Solar activity has remained at very low levels over the past 24 hours. The lone visible designated sunspot group AR2797 (Modified Zurich/Mcintosh sunspot configuration: Axx/alpha) has further decayed in structure (barely visible in white-light solar imagery) and remained inactive. Meanwhile, the recently designated sunspot group AR2800 (Bxo/beta) also exhibited decay in its spot structure a few hours after its designation. The latest sunspot number (based on visual count and Wolf number calculation) is 23.
Several moderately huge eruptive prominences particularly at the northeastern and southeastern sides, few short stable filaments across the Sun’s disk, and the enhanced plages associated with AR2797 at the southwestern quadrant, AR2800, and the undeveloped one at the northern hemisphere as distinctively captured in H-alpha imagery.
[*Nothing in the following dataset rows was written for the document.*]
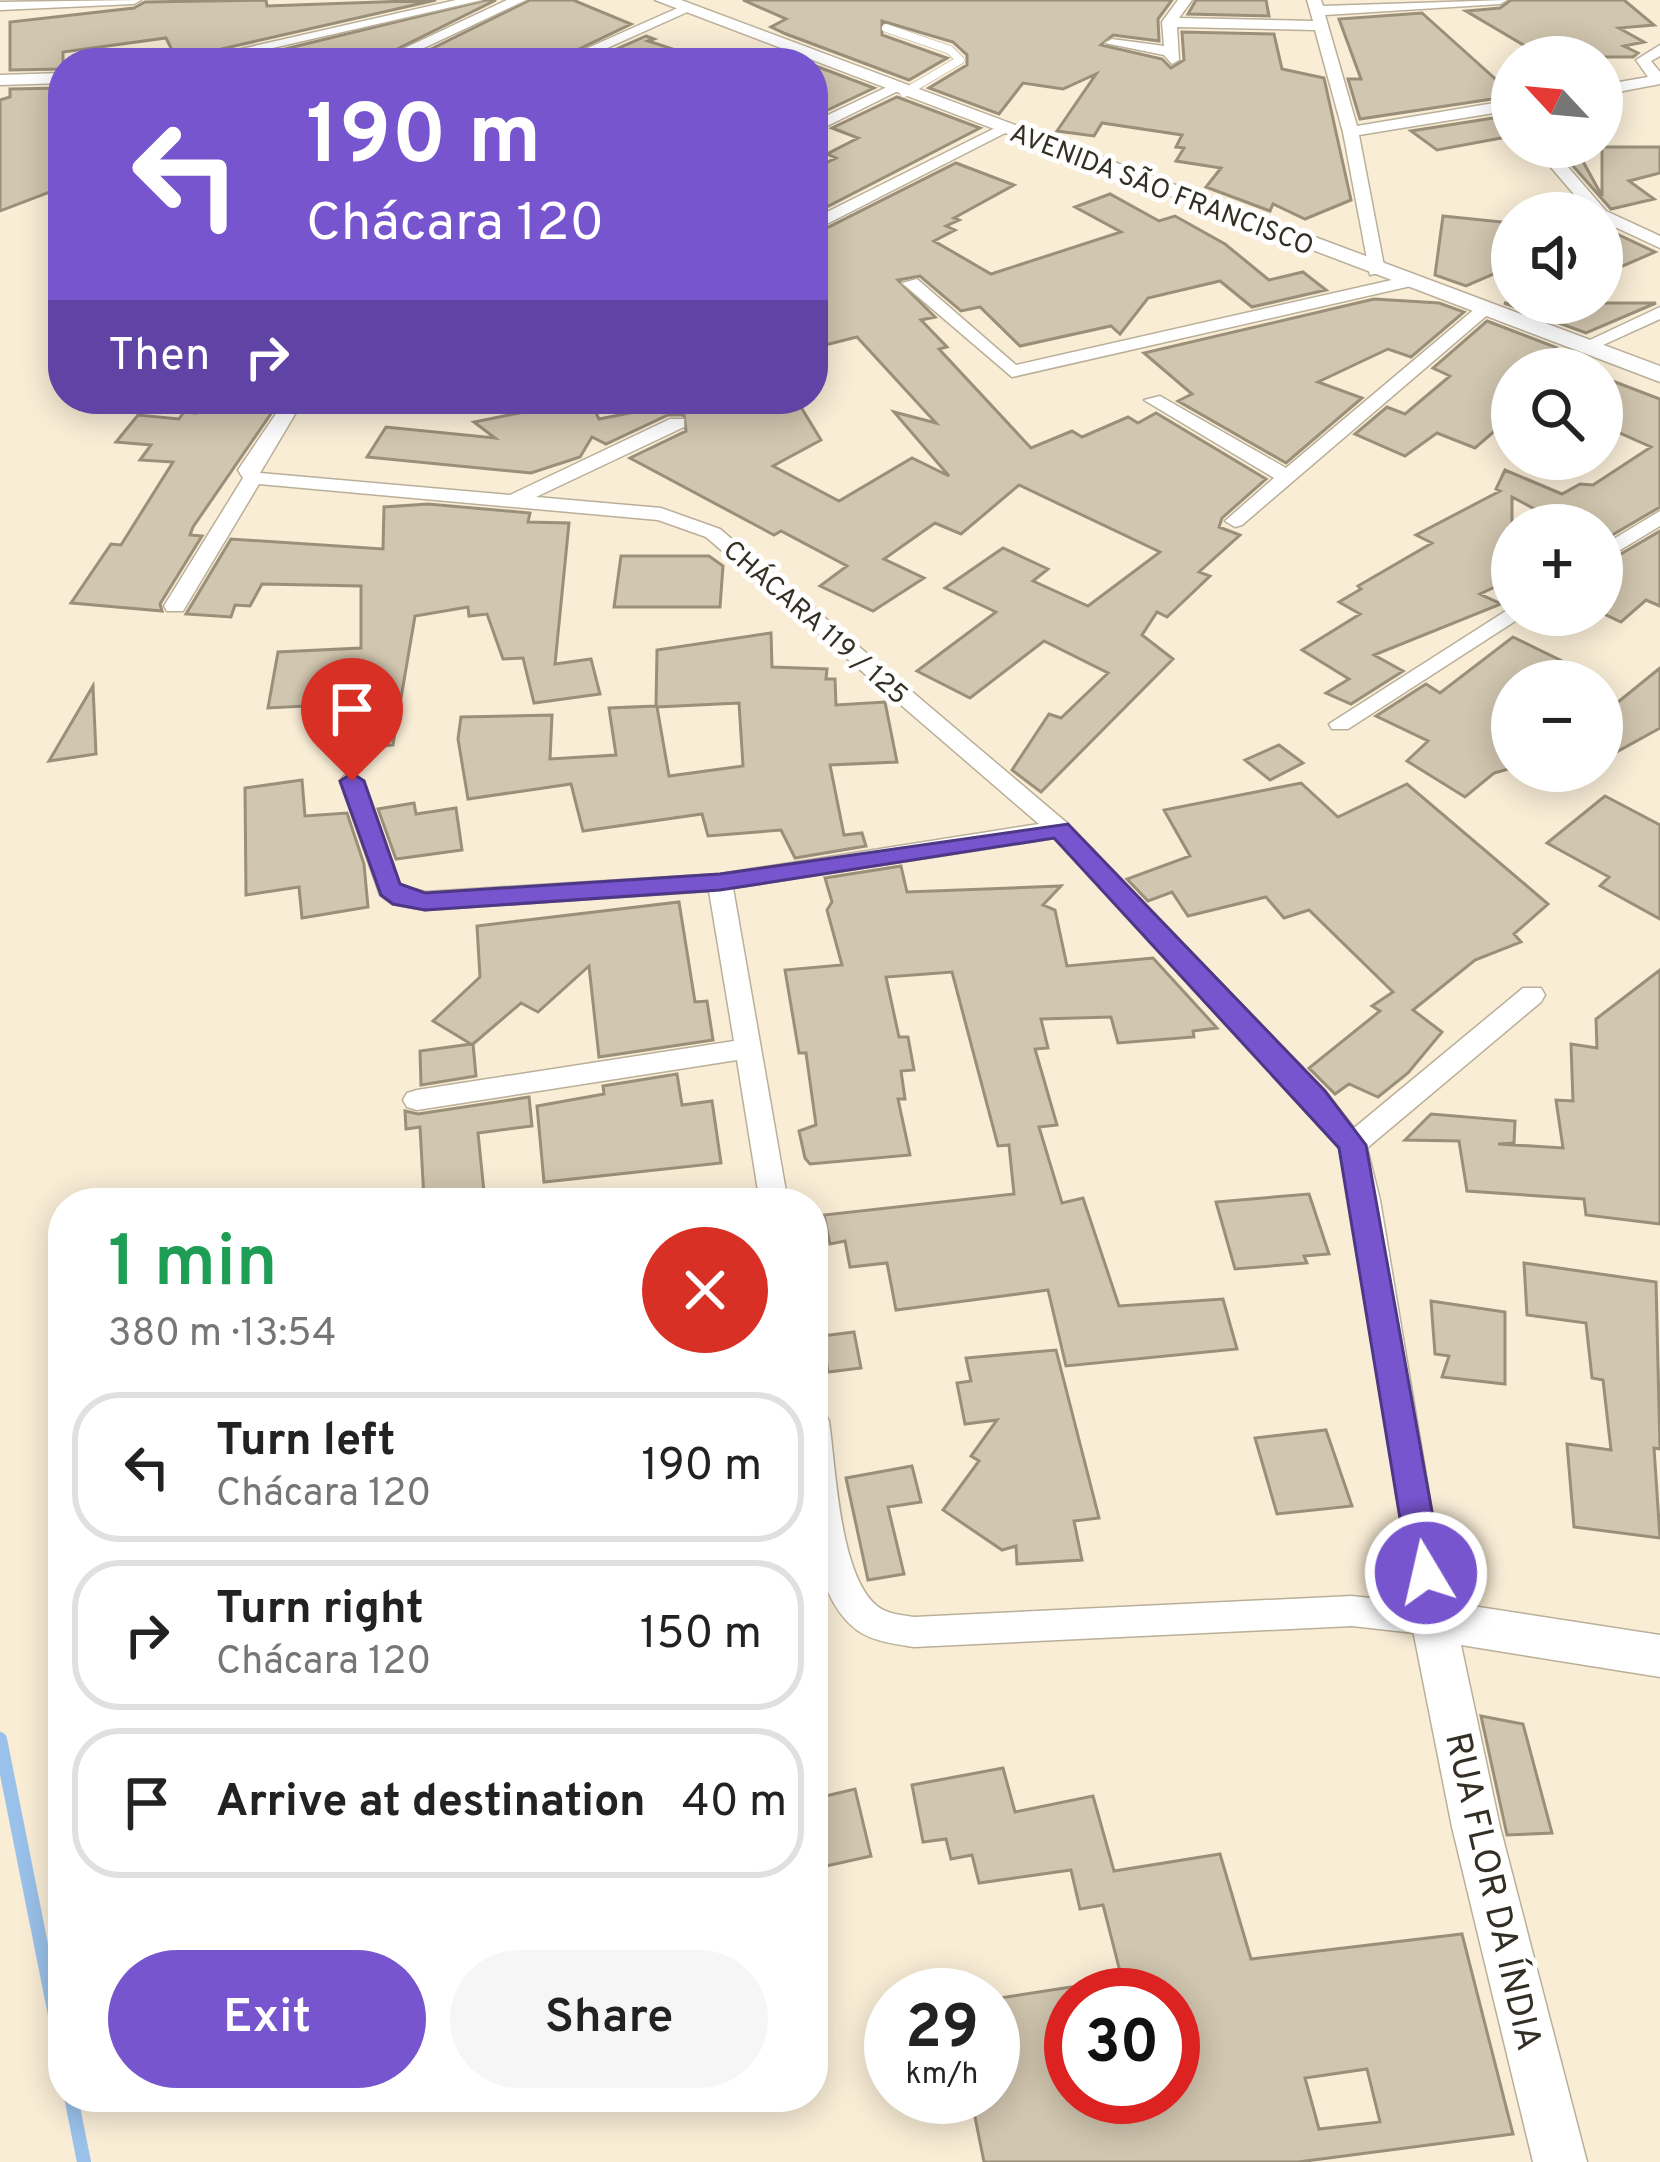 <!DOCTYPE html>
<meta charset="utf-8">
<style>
:root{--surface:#fff;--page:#f6f6f6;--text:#222;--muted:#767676;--line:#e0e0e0;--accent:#7755cf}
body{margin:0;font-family:Overpass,sans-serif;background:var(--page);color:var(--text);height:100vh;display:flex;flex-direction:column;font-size:45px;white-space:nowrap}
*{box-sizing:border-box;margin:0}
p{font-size:39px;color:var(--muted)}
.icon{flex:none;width:66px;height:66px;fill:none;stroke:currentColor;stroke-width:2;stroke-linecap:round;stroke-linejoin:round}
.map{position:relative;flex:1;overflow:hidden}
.side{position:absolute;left:48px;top:1188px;width:780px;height:924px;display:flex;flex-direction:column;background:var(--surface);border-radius:48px;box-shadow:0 6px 30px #0003}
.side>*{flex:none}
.hud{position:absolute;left:48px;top:48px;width:780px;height:366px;border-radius:48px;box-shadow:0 6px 30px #0003;background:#7755cf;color:#fff;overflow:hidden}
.needle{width:78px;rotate:296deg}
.tools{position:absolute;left:1491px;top:36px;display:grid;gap:24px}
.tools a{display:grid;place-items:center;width:132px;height:132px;border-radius:50%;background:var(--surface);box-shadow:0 6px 30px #0003;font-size:60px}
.speed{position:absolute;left:864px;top:1968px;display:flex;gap:24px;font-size:60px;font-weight:700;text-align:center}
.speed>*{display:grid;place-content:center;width:156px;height:156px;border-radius:50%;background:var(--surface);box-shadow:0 6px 30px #0003;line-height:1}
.speed small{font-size:30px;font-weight:400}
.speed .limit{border:18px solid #d22;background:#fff;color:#111}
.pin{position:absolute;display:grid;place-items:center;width:102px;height:102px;color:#fff;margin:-123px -51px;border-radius:50% 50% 50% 0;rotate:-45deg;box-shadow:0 0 12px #0007}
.pin .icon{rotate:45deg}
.me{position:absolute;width:132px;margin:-66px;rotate:351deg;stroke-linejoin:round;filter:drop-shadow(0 0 9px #0008)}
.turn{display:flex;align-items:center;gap:42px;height:252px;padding:0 60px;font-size:54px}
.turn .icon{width:156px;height:156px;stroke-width:2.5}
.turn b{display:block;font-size:84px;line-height:102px}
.then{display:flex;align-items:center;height:114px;padding:0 60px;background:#0003;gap:24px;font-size:45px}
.round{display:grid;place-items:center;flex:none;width:126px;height:126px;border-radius:63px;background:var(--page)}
.headline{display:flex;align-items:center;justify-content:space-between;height:204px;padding:0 60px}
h1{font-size:72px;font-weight:600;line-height:90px;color:#1e9e55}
.primary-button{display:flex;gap:24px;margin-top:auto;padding:24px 60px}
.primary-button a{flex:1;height:138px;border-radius:72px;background:var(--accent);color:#fff;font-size:48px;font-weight:600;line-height:138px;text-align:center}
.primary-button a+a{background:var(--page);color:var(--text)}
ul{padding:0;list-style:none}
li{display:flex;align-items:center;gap:36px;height:150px;margin:0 24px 18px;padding:0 36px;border:6px solid var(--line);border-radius:48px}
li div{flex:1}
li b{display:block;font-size:45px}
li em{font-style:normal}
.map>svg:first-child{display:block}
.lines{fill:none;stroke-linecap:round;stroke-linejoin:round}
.stream{stroke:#9ac1ea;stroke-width:14}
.building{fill:#d1c6af;stroke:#9a8f79;stroke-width:3;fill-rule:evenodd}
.service-casing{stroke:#baaf98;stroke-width:9}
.minor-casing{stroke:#baaf98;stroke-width:3}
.tertiary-casing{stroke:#baaf98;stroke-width:3}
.service{stroke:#fff;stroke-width:8}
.minor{fill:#fff;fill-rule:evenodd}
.tertiary{fill:#fff;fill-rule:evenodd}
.route{fill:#7755cf;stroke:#4d3787;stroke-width:3}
.labels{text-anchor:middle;stroke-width:10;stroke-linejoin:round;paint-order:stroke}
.far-street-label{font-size:27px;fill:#332f25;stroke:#fff}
.near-street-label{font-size:36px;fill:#332f25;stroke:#fff}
</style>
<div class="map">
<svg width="1660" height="2162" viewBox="0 0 1660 2162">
<rect width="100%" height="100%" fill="#f9edd6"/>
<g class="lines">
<path class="stream" d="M0 1739 63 2055
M71 2097 84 2162"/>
</g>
<path class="building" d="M266 0 267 6 436 0 204 53 173 52 166 38 63 52V69L10 70V22L134 8 145 2Z
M486 0H496L369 63H227Z
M530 0H573L631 24 550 63H403Z
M743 0H1172L1158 19 1159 41 1113 35 1101 45 1162 59 1171 68 1184 60 1182 32 1274 34 1282 69 1324 78 1351 200 1305 219 1273 204 1270 211 1206 187 1221 168 1176 161 1184 148 1176 147 1182 135 1102 123 1094 136 1057 131 1096 74 1063 89 1023 83 999 114 929 88 967 65V55L953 42 882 21V35L947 58 909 80 786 34 771 27 786 19Z
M1196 0H1266L1269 16 1188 14Z
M1511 0H1624L1654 25 1619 28 1644 42 1624 46 1638 53 1633 57H1544L1466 11 1500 8Z
M1422 13 1512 94V96L1360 119 1348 79H1361L1339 19Z
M646 36 654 39 648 41 697 57 696 63H585Z
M813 65 874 88 813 117Z
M63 88V115L52 117 62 136 50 139 63 159V187L0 211V100L10 97V89Z
M897 97 980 128 813 214V169L836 158 827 154 858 138 832 128Z
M1512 115V136L1437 150 1411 131Z
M1526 147H1575L1602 196V147H1660V173L1629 181 1654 199 1611 209 1558 149 1543 148 1538 156Z
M956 163 1014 185 954 218 959 220 946 226 955 230 934 241 991 274 1121 232 1075 207 1110 194 1159 221 1175 216 1225 244 1269 280 1303 272 1326 290 1252 307 1220 281 1148 298 1120 334 1111 326 1020 346 980 307 961 311 920 276 898 280 935 317 921 320 947 347 939 349 1031 448 1072 431 1082 437 1128 417 1138 423 1156 413 1266 479 1222 518 1219 527 1240 535 1199 572 1210 576 1167 617 1157 612 1142 635 1173 659 1041 792 1012 770 1049 714 1061 718 1108 673 1044 641 970 698 917 671 996 612 945 588 1003 548 1048 569 1033 581 1088 606 1160 552 1019 485 961 534 935 523 884 559 924 578 873 611 820 586 847 566 781 531 774 535 630 458 686 431 684 415H668L606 444 592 437 580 457 531 473 367 457 386 427 495 438 474 422 589 399 599 419 655 408 651 399H796L821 440 773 466 839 501 912 458 949 476 894 412 936 423 857 337 813 348V235Z
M1443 216 1512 223V266L1466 286 1435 275Z
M1602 227 1655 252 1602 275Z
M1374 299 1439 303 1464 312 1411 357 1388 349 1318 382 1362 398 1286 463 1178 401 1192 394 1144 353Z
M1504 303H1656L1586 333Z
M1487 321 1555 347 1539 354 1559 361 1548 369H1512V416L1475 448 1437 433 1405 456 1355 434 1387 407 1405 414 1450 376 1433 368Z
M1602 377 1660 399V507L1602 541V525H1565L1512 497V579L1480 594 1501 604 1374 655 1403 671 1351 704 1326 693 1349 679 1302 650 1360 614 1339 602 1361 589 1358 586 1432 543 1416 535 1500 491 1496 489 1505 470 1562 494 1580 484 1593 485 1651 447 1602 425Z
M206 399H281L193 527 190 535 202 536 160 604 162 611 71 603 111 544 121 545 173 462 140 460 151 445 116 442 138 415 179 419 184 412 196 413Z
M428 504 530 513 528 522 569 523 555 664 591 659 600 694 534 703 523 658 503 659 487 614 469 616 468 607 415 616 393 745 364 748 365 703 268 708 278 652 361 648V586L262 584 250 606 235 605 231 617 186 614 231 539 383 549 384 507Z
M1660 531V606L1646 600 1621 622 1602 613V569L1608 564 1602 566V565Z
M621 556H709L723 566 720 607H614Z
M771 633 772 667 827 669 826 679H835L836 705 885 702 897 762 830 765 844 835 862 833 866 846 795 858 781 830 708 836 702 814 583 831 571 784 468 799 458 739 461 717 552 715 550 759 616 755 609 708 656 706 657 650ZM739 703 743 766 669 776 657 707Z
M1513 637 1603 681H1512V768L1494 773 1465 797 1407 761 1428 741 1376 716 1426 684 1440 693Z
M1660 668V728L1602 760V715Z
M93 686 96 754 49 761Z
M1279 745 1303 763 1270 780 1245 760Z
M302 780 305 816 347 813 364 864 368 907 302 918 299 887 246 895 245 788Z
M1301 783 1338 817 1407 784 1548 904 1514 934 1521 942 1475 960 1413 1010 1442 1032 1408 1073 1378 1097 1349 1084 1335 1094 1309 1068 1380 1011 1372 1006 1393 992 1309 910 1284 918 1266 897 1188 916 1172 892 1148 901 1127 879 1190 856 1164 810Z
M1605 796 1660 825V919L1600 886 1609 877 1547 843Z
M414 803 416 814 456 808 462 850 396 859 378 809Z
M901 866 907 892 1061 886 1043 905 1055 910 1067 966 1153 958 1217 1028 1193 1031 1194 1037 1118 1043 1111 1017 1041 1019 1048 1048 1035 1049 1057 1125 1039 1127 1062 1203 1083 1198 1119 1306 1223 1299 1237 1349 1066 1366 1048 1290 896 1310 887 1263 850 1267 845 1241 830 1244 824 1215 1014 1194 1009 1145 998 1146 952 972 886 977 899 1037H908L914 1070 901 1071 905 1099H898L910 1155 810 1164 805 1158 799 1131 816 1125 806 1053H799L785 970 842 965 827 910 832 902 825 878Z
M679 902 695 1002 707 1001 713 1040 599 1057 589 966 538 1012 521 1003 473 1044 476 1076 421 1085 420 1051 471 1044 433 1021 480 977 477 926Z
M1660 970V1224L1586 1215 1584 1199 1467 1191 1459 1141 1405 1140 1431 1114 1515 1121 1514 1143 1498 1144 1563 1148 1556 1100 1573 1101 1571 1044 1597 1048 1596 1019Z
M677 1074 682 1105 712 1101 721 1163 544 1182 537 1106 604 1094 603 1086Z
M529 1097 532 1126 478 1133 484 1192 424 1199 420 1127 406 1129 405 1111 418 1114Z
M1309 1194 1329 1254 1304 1256 1307 1263 1235 1269 1216 1202Z
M1524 1263 1656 1282 1660 1449 1654 1448 1660 1538 1574 1527 1567 1444 1611 1450 1603 1380 1592 1378 1586 1323 1527 1315Z
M1431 1301 1505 1312V1384L1442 1377 1449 1356 1435 1354Z
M854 1332 861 1368 828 1372 822 1336Z
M1056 1350 1099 1518 1074 1521 1082 1560 1017 1564 1016 1546 1002 1550 943 1510 979 1461 971 1456 997 1420 965 1424 957 1383 971 1381 966 1358Z
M1326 1430 1352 1506 1277 1514 1255 1438Z
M912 1466 921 1502 888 1507 904 1574 868 1580 846 1478Z
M1481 1716 1523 1724 1552 1833 1507 1835Z
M1003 1768 1015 1812 1093 1796 1114 1871 1220 1854 1251 1959 1462 1934 1513 2134 1298 2162H984L971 2097H993V1999L1071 1987V2097H1178L1173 1995H1126L1103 1905 1080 1909 1071 1870 979 1883 972 1855 951 1859 946 1839 923 1842 912 1785ZM1367 2069 1380 2122 1319 2129 1305 2078Z
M855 1789 871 1856 813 1869V1799Z"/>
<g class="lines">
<defs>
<path id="service" d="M886 28 950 50 960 60 904 93"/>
<path id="minor" d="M141 0 134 4 0 10V2Z
M456 0H482L207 63H180Z
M507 0H526L392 63H373Z
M1178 0H1192L1179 18 1313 21 1307 0H1321L1323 6 1507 0 1500 4 1325 15 1357 126 1512 100V110L1359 135 1385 271 1370 275 1343 132 1315 30 1177 27 1179 60 1172 64 1164 55 1105 43 1112 39 1164 46 1162 22Z
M682 6 694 9 574 63H554Z
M1660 45V56L1651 61 1660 72V84L1602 95V85L1648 77 1636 60Z
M63 73V83L0 85V75Z
M889 86 902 89 813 133V122Z
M999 126 1013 129 813 231V219Z
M1543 152H1555L1606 211 1660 236V248L1602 221V213H1590L1543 158Z
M1405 277 1411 278V286L1012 377 902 283 917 279 1016 365Z
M1477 307 1492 311 1242 525 1235 527 1225 521 1274 478 1144 400 1160 396 1286 468Z
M1660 307V319L1590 351 1575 347Z
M286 399H304L260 473 510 495 670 419H684V427L536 497 661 508 720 529 1067 823 1325 1091 1354 1128 1523 988H1541L1545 995 1541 1002 1367 1148 1380 1200 1450 1620 1445 1631 1433 1635 1352 1626 914 1647C894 1644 868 1641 852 1626 800 1579 813 1471 813 1408L824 1412 829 1421C836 1468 839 1575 877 1606 887 1614 901 1615 914 1617L1352 1596 1414 1603 1352 1200 1339 1148 1305 1105 1054 838 733 888 788 1203H760L737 1060 417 1110 407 1107 403 1100 407 1093 417 1090 734 1041 709 891 425 910 392 904 380 895 340 781 344 776 352 773 364 781 400 885 425 892 720 874 1039 824 706 537 658 520 259 484 183 611H167L164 606 243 478 238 470Z
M1660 511V526L1602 561V546Z
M1512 607V615L1520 618 1348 729H1332L1329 724Z"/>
<path id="tertiary" d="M655 0H681L1660 366V382Z
M1433 1600 1660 1635V1677L1461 1645 1500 1827 1587 2162H1533L1452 1827 1411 1620 1417 1606Z"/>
</defs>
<use href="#service" class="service-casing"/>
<use href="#minor" class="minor-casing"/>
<use href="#tertiary" class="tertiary-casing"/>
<use href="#service" class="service"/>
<use href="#minor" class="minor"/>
<use href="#tertiary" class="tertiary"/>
</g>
<path class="route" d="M352 773 364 781 400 884 425 893 720 874 1068 824 1325 1091 1366 1145 1443 1573 1438 1584 1426 1588 1414 1584 1409 1573 1339 1148 1054 838 720 890 425 910 393 904 381 895 340 781Z"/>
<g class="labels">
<g class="far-street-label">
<text transform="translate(1162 189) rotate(21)" y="9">AVENIDA SÃO FRANCISCO</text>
<text transform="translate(816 622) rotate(41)" y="9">CHÁCARA 119 / 125</text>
</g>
<g class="near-street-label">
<text transform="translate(1495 1891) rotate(77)" y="13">RUA FLOR DA ÍNDIA</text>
</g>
</g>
</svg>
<div class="tools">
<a><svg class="needle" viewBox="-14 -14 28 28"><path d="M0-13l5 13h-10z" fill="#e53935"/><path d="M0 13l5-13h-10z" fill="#767676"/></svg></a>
<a><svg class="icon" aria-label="sound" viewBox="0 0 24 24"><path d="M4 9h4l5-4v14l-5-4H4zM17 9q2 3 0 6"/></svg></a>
<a><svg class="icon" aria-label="search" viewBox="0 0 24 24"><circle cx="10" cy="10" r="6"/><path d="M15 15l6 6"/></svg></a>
<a>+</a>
<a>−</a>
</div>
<div class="speed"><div>29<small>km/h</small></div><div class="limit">30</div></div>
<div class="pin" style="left:352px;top:781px;background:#d93025"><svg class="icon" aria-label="arrive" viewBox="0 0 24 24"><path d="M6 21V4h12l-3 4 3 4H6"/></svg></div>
<svg class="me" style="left:1426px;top:1573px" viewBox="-20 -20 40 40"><circle r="17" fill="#7755cf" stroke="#fff" stroke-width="3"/><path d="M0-11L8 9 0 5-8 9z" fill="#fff"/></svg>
<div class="hud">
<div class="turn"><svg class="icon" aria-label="left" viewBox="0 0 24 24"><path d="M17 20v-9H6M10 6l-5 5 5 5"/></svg><div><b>190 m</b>Chácara 120</div></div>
<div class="then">Then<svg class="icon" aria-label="right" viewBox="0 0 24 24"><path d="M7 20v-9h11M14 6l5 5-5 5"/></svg></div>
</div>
<section class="side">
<div class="headline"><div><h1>1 min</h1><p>380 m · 13:54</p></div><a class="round" style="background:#d93025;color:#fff"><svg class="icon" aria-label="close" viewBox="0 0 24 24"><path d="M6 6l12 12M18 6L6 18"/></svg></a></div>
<ul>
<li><svg class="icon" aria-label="left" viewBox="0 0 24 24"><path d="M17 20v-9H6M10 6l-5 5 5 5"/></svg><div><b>Turn left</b><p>Chácara 120</p></div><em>190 m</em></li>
<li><svg class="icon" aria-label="right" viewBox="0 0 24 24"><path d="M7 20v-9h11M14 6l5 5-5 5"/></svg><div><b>Turn right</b><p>Chácara 120</p></div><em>150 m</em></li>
<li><svg class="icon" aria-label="arrive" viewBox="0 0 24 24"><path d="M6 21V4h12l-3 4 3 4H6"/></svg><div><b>Arrive at destination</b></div><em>40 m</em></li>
</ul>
<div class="primary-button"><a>Exit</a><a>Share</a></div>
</section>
</div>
Space weather agencies* forecast solar activity gradual decrease in solar activity but still within low levels with chances of solar flares of up to B-class (possibly isolated C-class) intensity, mainly from AR2797. Close monitoring is being conducted by numerous space weather agencies for any significant development, especially from the emerging new developing active region.
Equipment used are Skywatcher 120mm refractor telescope with Baader filter and unmodified Canon EOS 1D Mark IV DSLR camera for visible imagery. For H-alpha imagery, the equipment used are Lunt 60mm H-alpha solar telescope, and QHYCCD 290III mono camera; all mounted on Skywatcher EQ6 pro mount Pre-processing of visible solar images was performed in PIPP, stacking in Autostakkert, slight wavelet adjustments in Registax 6, and post-processing in Adobe Photoshop CC.